Many questions remain. Would consumers willingly pay a higher price for products sold by a company that invested substantially in pandemic preparedness, or would competitors gain market share by taking advantage of its increased costs? How should the stockpiling of critical emergency products be promoted in this global just-in-time economy? If solutions to these problems cannot be developed, expectations about how much can be done should be revised.

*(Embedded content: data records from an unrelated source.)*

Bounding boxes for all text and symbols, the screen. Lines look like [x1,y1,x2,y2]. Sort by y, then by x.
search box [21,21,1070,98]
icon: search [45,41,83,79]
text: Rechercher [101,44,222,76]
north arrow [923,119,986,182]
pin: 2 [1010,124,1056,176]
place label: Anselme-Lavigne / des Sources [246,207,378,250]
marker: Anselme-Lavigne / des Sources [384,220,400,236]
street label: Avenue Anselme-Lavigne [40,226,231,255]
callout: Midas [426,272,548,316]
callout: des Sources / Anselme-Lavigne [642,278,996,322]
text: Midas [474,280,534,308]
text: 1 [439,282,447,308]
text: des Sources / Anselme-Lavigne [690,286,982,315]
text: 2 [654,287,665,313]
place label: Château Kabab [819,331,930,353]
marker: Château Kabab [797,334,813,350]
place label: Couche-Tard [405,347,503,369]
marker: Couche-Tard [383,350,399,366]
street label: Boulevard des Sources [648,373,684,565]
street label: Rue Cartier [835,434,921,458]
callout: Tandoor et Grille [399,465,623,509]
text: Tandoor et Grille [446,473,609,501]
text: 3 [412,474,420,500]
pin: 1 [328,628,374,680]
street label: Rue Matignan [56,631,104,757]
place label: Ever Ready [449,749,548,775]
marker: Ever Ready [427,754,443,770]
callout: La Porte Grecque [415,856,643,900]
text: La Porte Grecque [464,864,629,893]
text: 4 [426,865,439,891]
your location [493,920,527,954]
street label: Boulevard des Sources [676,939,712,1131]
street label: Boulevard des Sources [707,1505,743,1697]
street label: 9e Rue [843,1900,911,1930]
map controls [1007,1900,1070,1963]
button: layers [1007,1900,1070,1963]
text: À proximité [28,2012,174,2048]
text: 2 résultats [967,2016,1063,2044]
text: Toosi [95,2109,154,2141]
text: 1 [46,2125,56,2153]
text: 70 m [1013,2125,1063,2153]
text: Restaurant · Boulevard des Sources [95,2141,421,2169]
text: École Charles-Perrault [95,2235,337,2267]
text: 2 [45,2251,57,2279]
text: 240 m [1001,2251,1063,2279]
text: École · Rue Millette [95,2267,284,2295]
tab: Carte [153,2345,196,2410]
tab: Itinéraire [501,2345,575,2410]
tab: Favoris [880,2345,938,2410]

The world will experience another pandemic, and it will get through it, as it has all previous ones. The challenge is to figure out now how to minimize the number of deaths and the economic and psychological devastation it will cause. It is a particularly complicated problem because preparing for a pandemic challenges the very basis of the global just-in-time economy. Recent scientific findings about H5N1 infection in animals and humans have also challenged a number of facts about influenza that scientists had previously held sacred. So one must expect the unexpected. Winston Churchill once said, "It is no use saying, 'We are doing our best.' You have got to succeed in doing what is necessary." The difficulty in confronting the possibility of an H5N1 pandemic is figuring out what is necessary.
In the short term, people around the world must understand that when a pandemic unfolds, their communities will largely be on their own to get through the crisis. They should plan now and learn to depend on themselves, their families, their neighbors, and their co-workers. In the medium term, governments should devise national strategies. In the United States, either President Bush or Congress should create a national commission of elected officials and senior leaders in the fields of public health, vaccine and drug research, emergency management, law enforcement, business continuity, and economics, and it should issue, within 120 days of its creation, a report on the status of pandemic preparedness in the public and private sectors in the United States. It should also detail an aggressive agenda for additional investment.
Finally, the long-term goal must be to develop universal influenza vaccines. The impetus must come from an initiative as bold as the man-on-the-moon agenda that President John F. Kennedy articulated in May 1961. The fact that no world leader has called for such an effort reflects a lack of comprehension about the devastation an influenza pandemic would wreak. The opportunity to save millions of lives cannot be passed up. Even if such efforts come too late to stave off the next pandemic, at least they would help in the one after that.